Litecoin Network Suffers Denial-of-Service Attack, Successfully Reverses 13 Blocks

Late Friday and Saturday, a denial-of-service attack struck the Litecoin network, exploiting a vulnerability in its Mimblewimble Extension Block protocol and leading to a 13-block reorganization to reverse the damage. The attack, which occurred at a price of $54.96, rewound approximately 32 minutes of network activity. The vulnerability had been privately patched between March 19 and 26, but the fix had not been publicly disclosed or mandated for all mining pools, creating a window of opportunity for the attackers. A security researcher highlighted that the patch timeline, available on the litecoin-project GitHub repository, indicates the vulnerability was known and addressed a month prior to the attack.

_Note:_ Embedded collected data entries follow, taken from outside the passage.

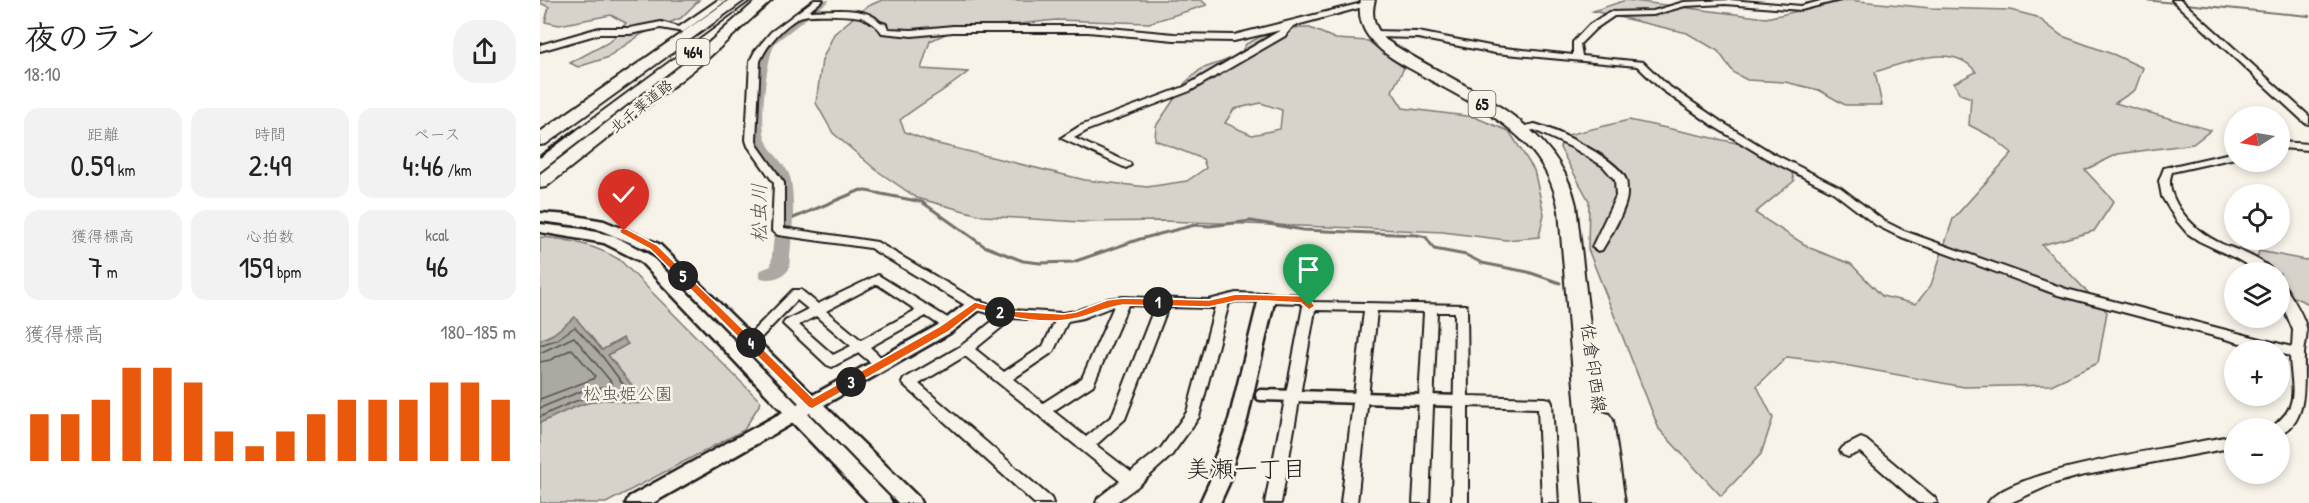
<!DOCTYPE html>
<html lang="ja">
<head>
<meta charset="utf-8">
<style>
  :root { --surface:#fff; --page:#f2f2f2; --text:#222; --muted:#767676; --accent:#ea580c }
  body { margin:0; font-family:"Patrick Hand","Klee One",sans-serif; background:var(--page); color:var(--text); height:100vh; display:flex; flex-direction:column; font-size:22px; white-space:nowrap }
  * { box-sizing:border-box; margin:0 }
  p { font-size:20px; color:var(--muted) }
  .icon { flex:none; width:33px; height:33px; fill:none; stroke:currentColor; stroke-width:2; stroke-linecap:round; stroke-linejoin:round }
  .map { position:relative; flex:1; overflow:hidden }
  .panel { display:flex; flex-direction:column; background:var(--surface); width:540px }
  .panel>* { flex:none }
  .needle { width:39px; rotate:259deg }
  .controls { position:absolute; left:1684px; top:106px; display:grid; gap:12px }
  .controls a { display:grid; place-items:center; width:66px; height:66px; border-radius:50%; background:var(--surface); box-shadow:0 3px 9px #0003; font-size:30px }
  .pin { position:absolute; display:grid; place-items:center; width:51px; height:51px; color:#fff; margin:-62px -26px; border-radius:50% 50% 50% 0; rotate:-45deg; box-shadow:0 0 6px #0007 }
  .pin .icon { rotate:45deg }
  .km { position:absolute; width:30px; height:30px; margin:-15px; border-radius:50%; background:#222; color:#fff; font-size:16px; line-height:30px; text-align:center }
  .round { display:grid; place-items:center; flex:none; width:63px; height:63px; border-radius:24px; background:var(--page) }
  .head { display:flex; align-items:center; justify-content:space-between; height:102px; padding:0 24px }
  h1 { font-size:33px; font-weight:600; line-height:45px }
  .metrics { display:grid; grid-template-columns:repeat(3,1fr); gap:9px; height:102px; padding:6px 24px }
  .metrics div { display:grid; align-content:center; border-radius:15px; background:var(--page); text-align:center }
  .metrics b { font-size:30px; font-weight:600 }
  .metrics small { font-size:16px; font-weight:400 }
  .metrics p { font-size:16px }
  .chart { height:168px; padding:12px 24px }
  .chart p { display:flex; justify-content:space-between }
  .chart svg { width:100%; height:108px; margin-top:6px; stroke:var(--accent); stroke-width:6 }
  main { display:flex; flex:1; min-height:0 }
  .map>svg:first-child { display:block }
  .green { fill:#d7d3cb; stroke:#7a7874; stroke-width:1.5; fill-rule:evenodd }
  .water { fill:#aca9a2; stroke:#72716c; stroke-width:1.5 }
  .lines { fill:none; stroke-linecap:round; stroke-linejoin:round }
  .shore { stroke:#565452; stroke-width:1.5 }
  .stream-far1 { stroke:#72716c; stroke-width:2 }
  .stream { stroke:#72716c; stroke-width:3 }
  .river { fill:#aca9a2; fill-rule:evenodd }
  .pedestrian-casing { stroke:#1c1c1c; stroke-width:15 }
  .minor-casing { stroke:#1c1c1c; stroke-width:4 }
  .tertiary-casing { stroke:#1c1c1c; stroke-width:5 }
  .primary-casing { stroke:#1c1c1c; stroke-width:4 }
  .trunk-casing { stroke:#1c1c1c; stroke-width:4 }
  .pedestrian { stroke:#f7f3e8; stroke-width:10 }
  .minor { fill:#f7f3e8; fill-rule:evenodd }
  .tertiary { fill:#f7f3e8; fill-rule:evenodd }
  .primary { fill:#f7f3e8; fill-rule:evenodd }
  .trunk { fill:#f7f3e8; fill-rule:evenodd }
  .rail-far1 { stroke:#1c1c1c; stroke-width:2 }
  .rail { stroke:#1c1c1c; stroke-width:3 }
  .route { fill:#ea580c; stroke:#fff; stroke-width:1.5 }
  .labels { text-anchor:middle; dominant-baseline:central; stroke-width:5; stroke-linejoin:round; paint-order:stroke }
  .far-street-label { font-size:15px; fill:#1c1c1c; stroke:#f7f3e8 }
  .shield { fill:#f7f3e8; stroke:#5e5c59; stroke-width:1.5 }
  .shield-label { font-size:16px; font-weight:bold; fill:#1c1c1c }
  .street-label { font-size:18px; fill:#1c1c1c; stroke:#f7f3e8 }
  .park-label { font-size:18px; fill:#545351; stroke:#f7f3e8 }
  .water-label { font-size:20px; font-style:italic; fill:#565452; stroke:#f7f3e8 }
  .near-neighbourhood-label { font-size:24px; fill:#1c1c1c; stroke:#f7f3e8 }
</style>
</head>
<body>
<main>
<section class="panel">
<div class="head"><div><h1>夜のラン</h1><p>18:10</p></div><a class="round"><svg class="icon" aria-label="share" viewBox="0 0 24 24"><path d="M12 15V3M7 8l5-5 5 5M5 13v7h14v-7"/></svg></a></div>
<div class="metrics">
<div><p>距離</p><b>0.59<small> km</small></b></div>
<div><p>時間</p><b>2:49</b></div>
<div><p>ペース</p><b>4:46<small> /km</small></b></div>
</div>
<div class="metrics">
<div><p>獲得標高</p><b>7<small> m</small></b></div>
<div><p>心拍数</p><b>159<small> bpm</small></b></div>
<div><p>kcal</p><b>46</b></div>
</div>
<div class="chart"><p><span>獲得標高</span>180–185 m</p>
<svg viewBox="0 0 160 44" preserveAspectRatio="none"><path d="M5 44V25M15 44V25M25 44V19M35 44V6M45 44V6M55 44V12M65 44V32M75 44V38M85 44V32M95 44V25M105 44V19M115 44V19M125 44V19M135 44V12M145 44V12M155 44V19"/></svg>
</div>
</section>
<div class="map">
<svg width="1769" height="503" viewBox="0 0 1769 503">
  <rect width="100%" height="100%" fill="#f7f3e8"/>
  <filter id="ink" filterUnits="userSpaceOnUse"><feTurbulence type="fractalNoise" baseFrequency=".0167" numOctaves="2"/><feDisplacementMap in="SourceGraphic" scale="12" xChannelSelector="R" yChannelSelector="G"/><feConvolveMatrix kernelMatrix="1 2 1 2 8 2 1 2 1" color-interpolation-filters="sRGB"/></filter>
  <g filter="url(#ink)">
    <g class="green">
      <path d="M0,0H159L141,18L102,34L66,58L38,67L30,63L71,41L86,23L71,15L19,25L5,22L9,7L0,3Z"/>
      <path d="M342,0H661L667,5L609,23L516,20L479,24L423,26L390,41L381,69L428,72C407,90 382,102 360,120L365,132L394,143L545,180L607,187L647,181L666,168L663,159L615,140L616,126L645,83L661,69L699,56L706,44L720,37L754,28H770L796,39L828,41L864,68L852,91L863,108L934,117L969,131L994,170L1004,214L999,237L966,240L903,232L816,228L622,221L540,222L443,216L377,198L336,170L293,133L276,103L282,60L294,34L326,7ZM721,103L742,110L740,129L712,135L685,123L694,109Z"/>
      <path d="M1086,0L1226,18L1308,0L1391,8L1470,10L1497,17L1522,36L1575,55L1603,68L1595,90L1575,103L1671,130L1653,144L1578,154L1545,170L1574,201L1554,231L1502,245L1567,312L1558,363L1511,385L1424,387L1288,362L1247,357L1217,386L1233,418L1221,454L1181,496L1119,429L1048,249L1049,201L1020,148L1023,136L1089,120L1229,150L1250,165L1254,181L1215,213L1270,248L1311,264L1342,296L1376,304L1391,285L1413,219L1472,153L1452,137L1429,125L1431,98L1420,94L1414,83L1436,72C1413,41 1365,63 1335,72L1342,105H1305L1279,90L1245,82L1207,80L1194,73L1178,51L1147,33L1053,11Z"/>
      <path d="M0,237C30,239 55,245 80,260L221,402L204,430L66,503H0Z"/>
      <path d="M1719,251L1765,260L1769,259V304L1740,291V273L1713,271Z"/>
    </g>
    <path class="water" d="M35,317L62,350L83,338L88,344L68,355L105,402C92,407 78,398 63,400C41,402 20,414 0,423V340L13,334Z"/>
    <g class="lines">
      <g class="shore">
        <path d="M0,345L16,340L35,327L62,356L89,392L86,395C54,391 28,403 0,417"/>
        <path d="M0,353L34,337L72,383L70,386L44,390L0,408"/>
        <path d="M0,362L10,360L32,349L55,376L53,379L0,399"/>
      </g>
      <path class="stream-far1" d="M1604,0L1769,16"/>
      <path class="stream" d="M244,222L321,190L382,202L444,246L483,261L500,263L533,262L600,239L655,225L670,226L711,221L763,230L877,235L886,237L894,249L926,255L942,263L988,272L1020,283"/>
      <path class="river" d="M276,0H290L236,42C226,56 220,120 225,137C229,153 249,165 251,181C256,210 251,240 249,269C244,277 231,281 221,278L219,274L221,270L231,266L235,225V178L209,138L212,70L218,48L226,36Z"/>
      <defs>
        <path id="pedestrian" d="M721,395L920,401"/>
        <g id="minor">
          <path d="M178,0H187L143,32L121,28L90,34H59L0,51V45L59,28H90L121,22L139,27Z"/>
          <path d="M274,0H283L269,11C289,11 326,5 340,22L346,24L348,29L372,30L413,26H548L634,34L694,35L830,1V5L753,26L745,36L650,91L548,130L534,138L590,163L591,165L586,168L521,138L540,126L644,87L741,30L694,41L634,40L548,32H413L372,36L342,33C338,26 328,20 321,17C312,15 267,13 260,17C243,26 228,43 220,61L216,140L218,146L244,183V228L337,242L439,302L470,310L523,313L536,311L567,299L583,297L669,300L696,293L764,295L769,296L773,302L926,305L927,308L928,396L1005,398L1010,399L1012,403L1018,503H1002L998,408L928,406V503H912L915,312H897L889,503H873L884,312L837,311L817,503H801L824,311L775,310L741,503H725L763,306L760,303L696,301L689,303L659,417L631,456L598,486L575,503H556L558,498L580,481L425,356L379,384L511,498L513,503H494L362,383L364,379L421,346L459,316L430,308L330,248L238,235L232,231L234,183L208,146L206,140L210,61L215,51L231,32ZM588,305L615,306L572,416L546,437L513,411L553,385ZM574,306L542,378L503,403L473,379L513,352L528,321L543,318ZM628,307L669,308L675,307L647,412L621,448L591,472L556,445L585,419ZM473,318L515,321L503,346L464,372L435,349Z"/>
          <path d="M1190,0L1261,6L1285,0H1300L1261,10L1185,4L1145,6L1113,15L1074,16L1055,29L1040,44L1042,56L1103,62L1127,85L1183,123L1232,153L1301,188L1344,221L1364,231L1526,289L1752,347L1753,330L1740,299V284L1744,285C1752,298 1762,312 1766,327C1768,337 1764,346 1764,355C1763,382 1769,422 1740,434V429H1732C1736,422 1744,418 1748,410C1757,395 1750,373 1750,356L1740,353V351H1731L1518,295L1356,235L1336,225L1293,192L1224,157L1175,127L1121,89L1097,66L955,53L878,38L833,37L829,34L833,31L878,32L955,47L1033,55V42L1049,25L1069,12L1113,11L1144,2Z"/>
          <path d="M1632,0H1641L1769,116V124L1765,123Z"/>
          <path d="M995,124C1016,130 1079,159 1086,180C1087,184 1087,190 1087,194C1087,208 1070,237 1062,250L1058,251L1052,247L1076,196L1075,180L1063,166L1033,148L994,130L980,133L975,130L976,128Z"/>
          <path d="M1740,142L1769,144V150L1740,148Z"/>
          <path d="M1695,152V158L1632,172C1627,185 1632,196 1639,208C1650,224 1664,236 1682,244C1699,251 1722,258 1735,273H1721L1697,259L1659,241L1647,233L1636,220L1622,197L1619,181L1624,168Z"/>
          <path d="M338,275L414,322L416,325L414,328H404L386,316L330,347L348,364L346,367H336L319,353L292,367L287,365L243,324L245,321L268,309L257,300L214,345H204L202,342L253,290H261L278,304ZM337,284L376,310L321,340L286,311ZM276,316L311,346L293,355L259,325Z"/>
          <path d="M1695,435V447L1540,476L1512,484L1470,503H1448C1465,470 1653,444 1695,435Z"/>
          <path d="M1321,438L1326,440L1395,498L1397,503H1378L1320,452L1308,457L1303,455L1300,451L1303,447Z"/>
        </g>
        <g id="tertiary">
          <path d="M0,213L30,215L64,221L119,244L273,395L398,325L429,301H441L443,305L441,309L410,333L284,405L378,497L381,503H358L270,413L268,414L349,497L352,503H329L253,423L113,503H86L89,497L243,412L100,261L64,243L0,232V224L42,229L74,236L110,255L257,404L259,403L109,250L55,228L0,221Z"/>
          <path d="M727,293L733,294L735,298L707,420L694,460L690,481L680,503H660L670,481L674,460L689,420L719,298L721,294Z"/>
        </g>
        <path id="primary" d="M821,0H835C830,16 835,28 846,40C913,85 1017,116 1036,205L1060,411L1069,414L1073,420L1085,503H1044L1019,211C1015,186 1003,161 985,143C955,112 914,94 878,73C864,65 847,57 836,45C823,33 817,17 821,0Z"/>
        <g id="trunk">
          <path d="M189,0H205L6,144L0,145V132Z"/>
          <path d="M217,0H232L166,60L6,187L0,188V174L156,54Z"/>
        </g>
      </defs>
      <use href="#pedestrian" class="pedestrian-casing"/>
      <use href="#minor" class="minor-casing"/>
      <use href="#tertiary" class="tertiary-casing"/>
      <use href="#primary" class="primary-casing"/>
      <use href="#trunk" class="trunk-casing"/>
      <use href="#pedestrian" class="pedestrian"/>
      <use href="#minor" class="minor"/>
      <use href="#tertiary" class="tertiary"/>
      <use href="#primary" class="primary"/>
      <use href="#trunk" class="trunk"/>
      <path class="rail-far1" d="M33,132L212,0"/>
      <path class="rail" d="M0,156L35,130"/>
    </g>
  </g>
  <path class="route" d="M80,229H87L117,245L273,398L400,326L435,302L470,311L523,314L536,312L567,300L583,298L669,300L696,294L764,296L768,297L775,306L769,310L761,303L727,301H696L669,307L583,305C567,307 554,314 538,318C506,326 468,317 437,309L408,332L272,409L268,407L110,249L80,233Z"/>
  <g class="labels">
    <g class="far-street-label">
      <text transform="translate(101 106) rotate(-39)">北千葉道路</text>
    </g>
    <g class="shield">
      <rect x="136.5" y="39" width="33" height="26" rx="4.5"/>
      <rect x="928.5" y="91" width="27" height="26" rx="4.5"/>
    </g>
    <g class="shield-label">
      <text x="153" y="52">464</text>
      <text x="942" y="104">65</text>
    </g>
    <g class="street-label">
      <text transform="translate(1054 368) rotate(82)">佐倉印西線</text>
    </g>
    <g class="park-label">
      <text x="88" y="393">松虫姫公園</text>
    </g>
    <g class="water-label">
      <text transform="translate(218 213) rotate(-90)">松虫川</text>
    </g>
    <g class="near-neighbourhood-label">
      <text x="706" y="468">美瀬一丁目</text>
    </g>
  </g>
</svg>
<div class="controls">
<a><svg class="needle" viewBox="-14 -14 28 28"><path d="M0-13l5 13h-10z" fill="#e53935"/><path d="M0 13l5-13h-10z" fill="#767676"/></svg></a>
<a><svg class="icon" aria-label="locate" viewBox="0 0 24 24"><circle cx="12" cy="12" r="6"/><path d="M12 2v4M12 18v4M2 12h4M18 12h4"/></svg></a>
<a><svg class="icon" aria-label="layers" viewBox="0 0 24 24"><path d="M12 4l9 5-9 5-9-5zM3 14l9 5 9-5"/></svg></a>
<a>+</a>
<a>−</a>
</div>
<div class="pin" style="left:769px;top:306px;background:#1e9e55"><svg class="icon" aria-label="arrive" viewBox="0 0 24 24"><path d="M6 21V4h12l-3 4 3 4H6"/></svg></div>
<div class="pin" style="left:84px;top:231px;background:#d93025"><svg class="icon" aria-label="check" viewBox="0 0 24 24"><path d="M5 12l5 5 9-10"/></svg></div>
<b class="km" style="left:618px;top:302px">1</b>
<b class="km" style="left:460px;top:312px">2</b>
<b class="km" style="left:311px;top:382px">3</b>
<b class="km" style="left:211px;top:343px">4</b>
<b class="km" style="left:143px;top:276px">5</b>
</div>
</main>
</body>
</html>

The researcher argued that the exploit was a result of a combination of the consensus vulnerability and a denial-of-service attack designed to take patched mining nodes offline. The network's ability to automatically handle the 13-block reorganization once the denial-of-service attack stopped suggests that a sufficient amount of hashrate was running updated code, eventually overpowering the attack. The incident underscores the differences in how various networks respond to exploits, with newer chains capable of coordinating upgrades quickly and older proof-of-work networks like Litecoin facing challenges in ensuring all mining pools upgrade promptly. The Litecoin Foundation has released an updated version, Litecoin Core v0.21.5.4, which contains important security updates, and users are advised to upgrade.